If my life was a movie, as I sometimes thought, then everybody else was in their own movie, and so just what in the world is going on? Then my grandmother called me to lunch, and my mother called me home to mow the lawn, and my question went unanswered.
For many decades, the Next Thing, school and marriage and career and family, called with an urgency that left little time for reflection. Now I have all the time in the world, and the Next Thing has lost its urgency: writing in the morning or not, a nap after lunch or not, a walk in the afternoon or the evening (my cardiologist has decreed that there be no "not" about the daily walk).
I have time to make some sense of my long life, to wonder what my life might have been had I taken the other of the many diverging roads that I've encountered. To wonder, with my 6-year-old self, just what in the world is going on here.
So today I take an evening walk, not one of the strenuous, cardiologist-prescribed aerobic walks but the every-other-day thoughtful mosey I allow myself. Leaving my house, I cross the street to the park by the lake — my lake, I think of it, having a full view from my living room, a lake view without the lakeshore taxes, though I share my portion of the shore with picnickers and volleyball players and children in the playground.

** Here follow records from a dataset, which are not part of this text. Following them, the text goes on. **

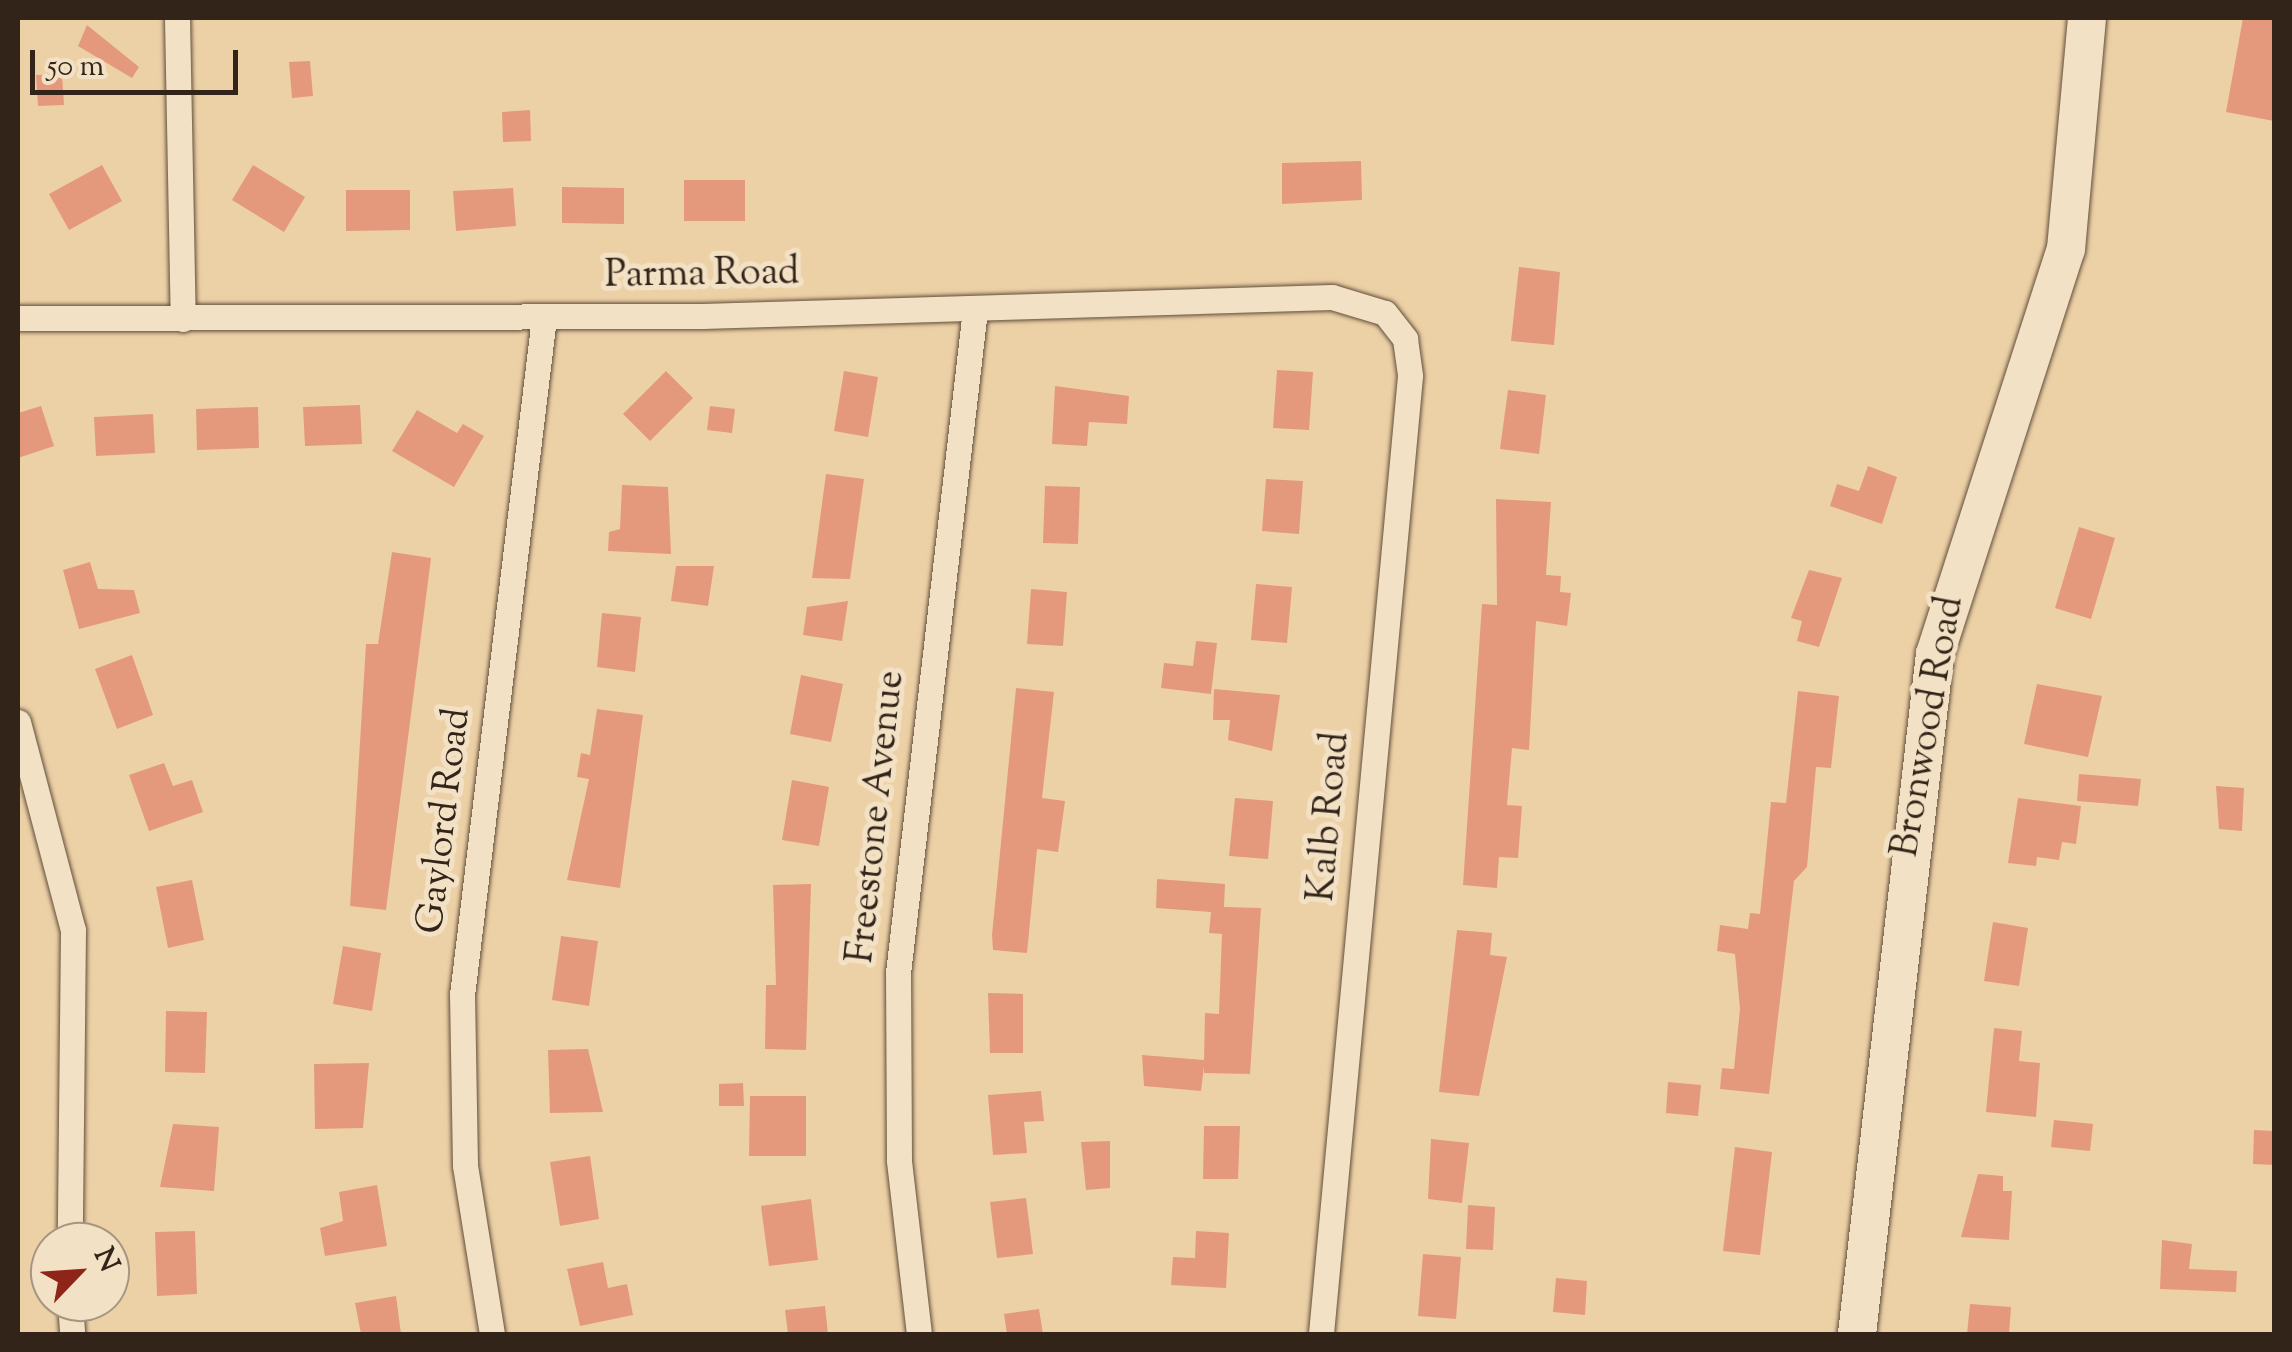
<!DOCTYPE html>
<html>
<head>
<meta charset="utf-8">
<style>
  body { margin:0 }
  #map { position:relative; width:2292px; height:1352px; overflow:hidden; background:#edd1a6; font-family:"Sorts Mill Goudy",serif }
  div>[style] { position:absolute }
  [style*='--x'] { left:calc(var(--x)*1px); top:calc(var(--y)*1px); width:calc(var(--w)*1px); rotate:calc(var(--a)*1deg) }
  .building>* { inset:0; background:#e4997d }
  .roads { filter:drop-shadow(0 0 2px #614f3c) drop-shadow(0 0 2px #614f3c) }
  .street>* { height:25px; margin:-12.5px; padding:0 12.5px; transform-origin:12.5px; border-radius:12.5px; background:#f3e1c5 }
  .secondary>* { height:38px; margin:-19px; padding:0 19px; transform-origin:19px; border-radius:19px; background:#f3e1c5 }
  span { translate:-50% -50%; white-space:nowrap; text-align:center; line-height:1.15; -webkit-text-stroke:10px #f3e1c5; paint-order:stroke }
  .street-label { font-size:38px; color:#322419 }
  .frame { position:absolute; inset:0; border:20px solid #322419; pointer-events:none }
  .north { position:absolute; left:30px; top:1222px; width:100px; height:100px; box-sizing:border-box; background:#f3e1c5; border:2px solid #a69580; border-radius:50%; rotate:65deg; font-size:28px; font-weight:700; line-height:40px; text-align:center; color:#322419 }
  .north::after { content:''; display:block; margin:auto; width:35px; height:45px; background:#8f2418; clip-path:polygon(50% 0,100% 100%,50% 72%,0 100%) }
  .scale { position:absolute; left:30px; top:50px; width:208px; height:45px; box-sizing:border-box; border:5px solid #322419; border-top:0; padding-left:12px; font-size:30px; line-height:35px; white-space:nowrap; color:#322419; -webkit-text-stroke:8px #f3e1c5; paint-order:stroke }
</style>
</head>
<body>
<div id="map">
  <div class="building">
    <i style="clip-path:polygon(2243px 18px,2274px 18px,2274px 121px,2226px 112px)"></i>
    <i style="clip-path:polygon(87px 25px,139px 67px,132px 78px,78px 46px)"></i>
    <i style="clip-path:polygon(310px 61px,313px 96px,292px 98px,289px 62px)"></i>
    <i style="clip-path:polygon(62px 74px,64px 105px,38px 106px,36px 75px)"></i>
    <i style="clip-path:polygon(530px 110px,531px 141px,503px 142px,502px 112px)"></i>
    <i style="clip-path:polygon(1361px 161px,1362px 200px,1282px 204px,1282px 163px)"></i>
    <i style="clip-path:polygon(102px 165px,122px 201px,69px 230px,49px 194px)"></i>
    <i style="clip-path:polygon(253px 165px,305px 197px,284px 232px,232px 200px)"></i>
    <i style="clip-path:polygon(684px 180px,745px 180px,745px 221px,684px 221px)"></i>
    <i style="clip-path:polygon(562px 187px,624px 188px,624px 224px,562px 223px)"></i>
    <i style="clip-path:polygon(513px 188px,516px 226px,456px 231px,453px 191px)"></i>
    <i style="clip-path:polygon(346px 190px,410px 190px,410px 230px,346px 231px)"></i>
    <i style="clip-path:polygon(1519px 267px,1560px 272px,1554px 345px,1511px 341px)"></i>
    <i style="clip-path:polygon(1277px 370px,1313px 372px,1309px 430px,1273px 428px)"></i>
    <i style="clip-path:polygon(666px 371px,693px 398px,650px 441px,623px 414px)"></i>
    <i style="clip-path:polygon(844px 371px,878px 377px,868px 437px,834px 431px)"></i>
    <i style="clip-path:polygon(1055px 386px,1129px 396px,1127px 424px,1089px 422px,1087px 446px,1052px 444px)"></i>
    <i style="clip-path:polygon(1508px 390px,1546px 395px,1539px 454px,1500px 449px)"></i>
    <i style="clip-path:polygon(360px 405px,362px 444px,305px 446px,303px 407px)"></i>
    <i style="clip-path:polygon(41px 406px,54px 446px,18px 458px,18px 413px)"></i>
    <i style="clip-path:polygon(710px 406px,735px 409px,732px 433px,707px 430px)"></i>
    <i style="clip-path:polygon(258px 407px,259px 448px,197px 450px,196px 409px)"></i>
    <i style="clip-path:polygon(417px 410px,457px 433px,463px 424px,484px 436px,454px 487px,392px 451px)"></i>
    <i style="clip-path:polygon(153px 414px,155px 453px,96px 456px,94px 417px)"></i>
    <i style="clip-path:polygon(1868px 466px,1897px 477px,1882px 524px,1830px 506px,1837px 484px,1859px 491px)"></i>
    <i style="clip-path:polygon(826px 474px,864px 479px,850px 579px,812px 578px)"></i>
    <i style="clip-path:polygon(1266px 479px,1303px 481px,1299px 534px,1262px 531px)"></i>
    <i style="clip-path:polygon(622px 485px,668px 487px,671px 554px,608px 551px,609px 532px,620px 529px)"></i>
    <i style="clip-path:polygon(1045px 486px,1080px 487px,1078px 544px,1043px 543px)"></i>
    <i style="clip-path:polygon(1496px 499px,1551px 502px,1546px 575px,1561px 576px,1560px 592px,1571px 593px,1567px 626px,1536px 621px,1529px 750px,1512px 748px,1507px 805px,1522px 806px,1518px 858px,1499px 857px,1497px 888px,1463px 885px,1482px 604px,1497px 605px)"></i>
    <i style="clip-path:polygon(2079px 527px,2115px 538px,2091px 619px,2055px 608px)"></i>
    <i style="clip-path:polygon(392px 552px,431px 558px,386px 910px,350px 906px,366px 644px,378px 644px)"></i>
    <i style="clip-path:polygon(90px 562px,98px 589px,134px 590px,140px 613px,79px 629px,63px 570px)"></i>
    <i style="clip-path:polygon(676px 566px,714px 566px,708px 606px,671px 601px)"></i>
    <i style="clip-path:polygon(1809px 570px,1842px 578px,1819px 647px,1797px 641px,1802px 621px,1791px 618px)"></i>
    <i style="clip-path:polygon(1256px 584px,1292px 587px,1287px 643px,1251px 640px)"></i>
    <i style="clip-path:polygon(1031px 589px,1067px 592px,1063px 646px,1027px 644px)"></i>
    <i style="clip-path:polygon(848px 601px,842px 641px,803px 635px,807px 607px)"></i>
    <i style="clip-path:polygon(602px 613px,641px 617px,635px 672px,597px 667px)"></i>
    <i style="clip-path:polygon(1196px 641px,1217px 643px,1211px 694px,1161px 688px,1164px 663px,1193px 666px)"></i>
    <i style="clip-path:polygon(132px 655px,153px 715px,117px 729px,95px 669px)"></i>
    <i style="clip-path:polygon(801px 675px,843px 684px,831px 742px,790px 734px)"></i>
    <i style="clip-path:polygon(2037px 684px,2102px 696px,2088px 757px,2024px 744px)"></i>
    <i style="clip-path:polygon(1016px 688px,1054px 692px,1042px 798px,1065px 801px,1058px 852px,1037px 849px,1027px 953px,993px 950px,992px 935px)"></i>
    <i style="clip-path:polygon(1214px 689px,1280px 695px,1272px 751px,1228px 740px,1230px 720px,1213px 720px)"></i>
    <i style="clip-path:polygon(1798px 691px,1839px 696px,1831px 768px,1816px 767px,1807px 867px,1794px 881px,1769px 1094px,1720px 1089px,1722px 1068px,1734px 1069px,1740px 1009px,1735px 954px,1717px 951px,1720px 925px,1748px 929px,1750px 913px,1760px 914px,1771px 802px,1786px 803px)"></i>
    <i style="clip-path:polygon(597px 709px,643px 715px,620px 888px,567px 880px,589px 779px,577px 777px,581px 753px,590px 755px)"></i>
    <i style="clip-path:polygon(164px 763px,173px 786px,192px 780px,203px 812px,149px 831px,129px 775px)"></i>
    <i style="clip-path:polygon(2079px 774px,2141px 779px,2138px 806px,2077px 801px)"></i>
    <i style="clip-path:polygon(792px 780px,829px 787px,819px 846px,782px 840px)"></i>
    <i style="clip-path:polygon(2216px 786px,2244px 788px,2242px 831px,2219px 829px)"></i>
    <i style="clip-path:polygon(1235px 798px,1273px 801px,1268px 859px,1229px 856px)"></i>
    <i style="clip-path:polygon(2018px 798px,2081px 806px,2076px 844px,2062px 842px,2059px 860px,2037px 857px,2036px 866px,2008px 863px)"></i>
    <i style="clip-path:polygon(1157px 879px,1225px 884px,1224px 907px,1261px 908px,1250px 1074px,1204px 1073px,1204px 1066px,1201px 1091px,1144px 1086px,1142px 1055px,1204px 1060px,1205px 1013px,1219px 1014px,1222px 934px,1209px 933px,1211px 912px,1156px 908px)"></i>
    <i style="clip-path:polygon(192px 880px,204px 940px,168px 948px,156px 887px)"></i>
    <i style="clip-path:polygon(811px 884px,806px 1050px,765px 1049px,766px 985px,776px 985px,773px 885px)"></i>
    <i style="clip-path:polygon(1993px 922px,2028px 928px,2019px 986px,1984px 981px)"></i>
    <i style="clip-path:polygon(1457px 930px,1492px 933px,1490px 955px,1507px 957px,1479px 1096px,1439px 1092px)"></i>
    <i style="clip-path:polygon(561px 936px,598px 941px,589px 1006px,552px 1000px)"></i>
    <i style="clip-path:polygon(343px 946px,381px 953px,372px 1011px,333px 1004px)"></i>
    <i style="clip-path:polygon(988px 993px,1023px 994px,1023px 1053px,990px 1053px)"></i>
    <i style="clip-path:polygon(166px 1011px,207px 1012px,205px 1073px,165px 1072px)"></i>
    <i style="clip-path:polygon(1994px 1028px,2022px 1031px,2019px 1061px,2040px 1063px,2036px 1117px,1986px 1112px)"></i>
    <i style="clip-path:polygon(588px 1049px,603px 1112px,550px 1113px,548px 1050px)"></i>
    <i style="clip-path:polygon(369px 1063px,363px 1128px,315px 1129px,314px 1064px)"></i>
    <i style="clip-path:polygon(1668px 1082px,1701px 1085px,1698px 1116px,1666px 1113px)"></i>
    <i style="clip-path:polygon(743px 1083px,744px 1106px,719px 1106px,719px 1084px)"></i>
    <i style="clip-path:polygon(1041px 1091px,1044px 1121px,1024px 1122px,1027px 1153px,993px 1155px,988px 1095px)"></i>
    <i style="clip-path:polygon(750px 1096px,806px 1096px,806px 1156px,749px 1156px)"></i>
    <i style="clip-path:polygon(2054px 1120px,2093px 1124px,2090px 1151px,2051px 1147px)"></i>
    <i style="clip-path:polygon(173px 1124px,219px 1127px,214px 1191px,160px 1187px)"></i>
    <i style="clip-path:polygon(1204px 1126px,1240px 1126px,1238px 1179px,1203px 1179px)"></i>
    <i style="clip-path:polygon(2254px 1130px,2274px 1131px,2274px 1165px,2253px 1164px)"></i>
    <i style="clip-path:polygon(1431px 1139px,1469px 1143px,1462px 1203px,1428px 1199px)"></i>
    <i style="clip-path:polygon(1110px 1141px,1110px 1188px,1086px 1190px,1081px 1142px)"></i>
    <i style="clip-path:polygon(1735px 1147px,1772px 1152px,1760px 1255px,1723px 1251px)"></i>
    <i style="clip-path:polygon(590px 1156px,599px 1219px,560px 1226px,550px 1162px)"></i>
    <i style="clip-path:polygon(1978px 1174px,2003px 1176px,2003px 1191px,2012px 1191px,2009px 1240px,1961px 1237px)"></i>
    <i style="clip-path:polygon(377px 1185px,387px 1246px,325px 1256px,320px 1228px,343px 1221px,339px 1192px)"></i>
    <i style="clip-path:polygon(1026px 1198px,1033px 1254px,997px 1258px,990px 1202px)"></i>
    <i style="clip-path:polygon(811px 1199px,818px 1260px,769px 1266px,761px 1206px)"></i>
    <i style="clip-path:polygon(1468px 1205px,1495px 1207px,1493px 1250px,1466px 1249px)"></i>
    <i style="clip-path:polygon(195px 1231px,197px 1294px,157px 1296px,155px 1232px)"></i>
    <i style="clip-path:polygon(1196px 1231px,1229px 1233px,1226px 1288px,1171px 1285px,1173px 1257px,1195px 1258px)"></i>
    <i style="clip-path:polygon(2162px 1240px,2192px 1244px,2189px 1269px,2237px 1271px,2236px 1292px,2160px 1289px)"></i>
    <i style="clip-path:polygon(1423px 1254px,1461px 1257px,1456px 1319px,1418px 1316px)"></i>
    <i style="clip-path:polygon(603px 1262px,608px 1288px,627px 1284px,633px 1315px,580px 1326px,567px 1269px)"></i>
    <i style="clip-path:polygon(1556px 1278px,1587px 1281px,1585px 1315px,1553px 1312px)"></i>
    <i style="clip-path:polygon(396px 1296px,401px 1334px,361px 1334px,355px 1303px)"></i>
    <i style="clip-path:polygon(1970px 1304px,2011px 1307px,2009px 1334px,1967px 1334px)"></i>
    <i style="clip-path:polygon(825px 1306px,828px 1334px,788px 1334px,785px 1310px)"></i>
    <i style="clip-path:polygon(1039px 1309px,1043px 1334px,1007px 1334px,1004px 1314px)"></i>
  </div>
  <div class="roads">
    <div class="street">
      <i style="--x:177;--y:18;--w:301;--a:88.9"></i>
      <i style="--x:18;--y:318;--w:684;--a:-0.17"></i>
      <i style="--x:702;--y:316;--w:630;--a:-1.73"></i>
      <i style="--x:1332;--y:297;--w:55;--a:16.8"></i>
      <i style="--x:1385;--y:313;--w:33;--a:52"></i>
      <i style="--x:1405;--y:339;--w:37;--a:82"></i>
      <i style="--x:1410;--y:376;--w:962;--a:95.31"></i>
      <i style="--x:18;--y:722;--w:215;--a:75.2"></i>
      <i style="--x:73;--y:930;--w:312;--a:90.6"></i>
      <i style="--x:70;--y:1302;--w:32;--a:86"></i>
      <i style="--x:492;--y:1334;--w:171;--a:-99.1"></i>
      <i style="--x:465;--y:1165;--w:170;--a:-91"></i>
      <i style="--x:462;--y:995;--w:683;--a:-83.1"></i>
      <i style="--x:919;--y:1334;--w:175;--a:-96.6"></i>
      <i style="--x:899;--y:1160;--w:187;--a:-90.3"></i>
      <i style="--x:898;--y:973;--w:667;--a:-83.38"></i>
    </div>
    <div class="secondary">
      <i style="--x:1857;--y:1334;--w:684;--a:-83.46"></i>
      <i style="--x:1935;--y:654;--w:426;--a:-72.1"></i>
      <i style="--x:2066;--y:249;--w:232;--a:-84.8"></i>
    </div>
  </div>
  <div class="street-label">
    <span style="left:702px;top:276px;rotate:-1deg">Parma Road</span>
    <span style="left:1930px;top:727px;rotate:-80deg">Bronwood Road</span>
    <span style="left:878px;top:817px;rotate:-84deg">Freestone Avenue</span>
    <span style="left:1331px;top:817px;rotate:-85deg">Kalb Road</span>
    <span style="left:446px;top:821px;rotate:-83deg">Gaylord Road</span>
  </div>
  <div class="frame"></div>
  <div class="north">N</div>
  <div class="scale">50 m</div>
</div>
</body>
</html>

There are a half-dozen parka-clad laughing and shouting children playing in the playground, their parents on sideline benches giving encouragement or admonition, or on their phones or lost in thought. I remember watching my own children play in the Van Cleve Park playground in Minneapolis, looking forward through a long slow afternoon to an endless future moving ever so slowly toward the present. And I think of my children now, in their successful careers and life-partnerships in Minnetonka and Auckland, nearly twice as old as I was when I watched them play, and I wonder where the time has gone.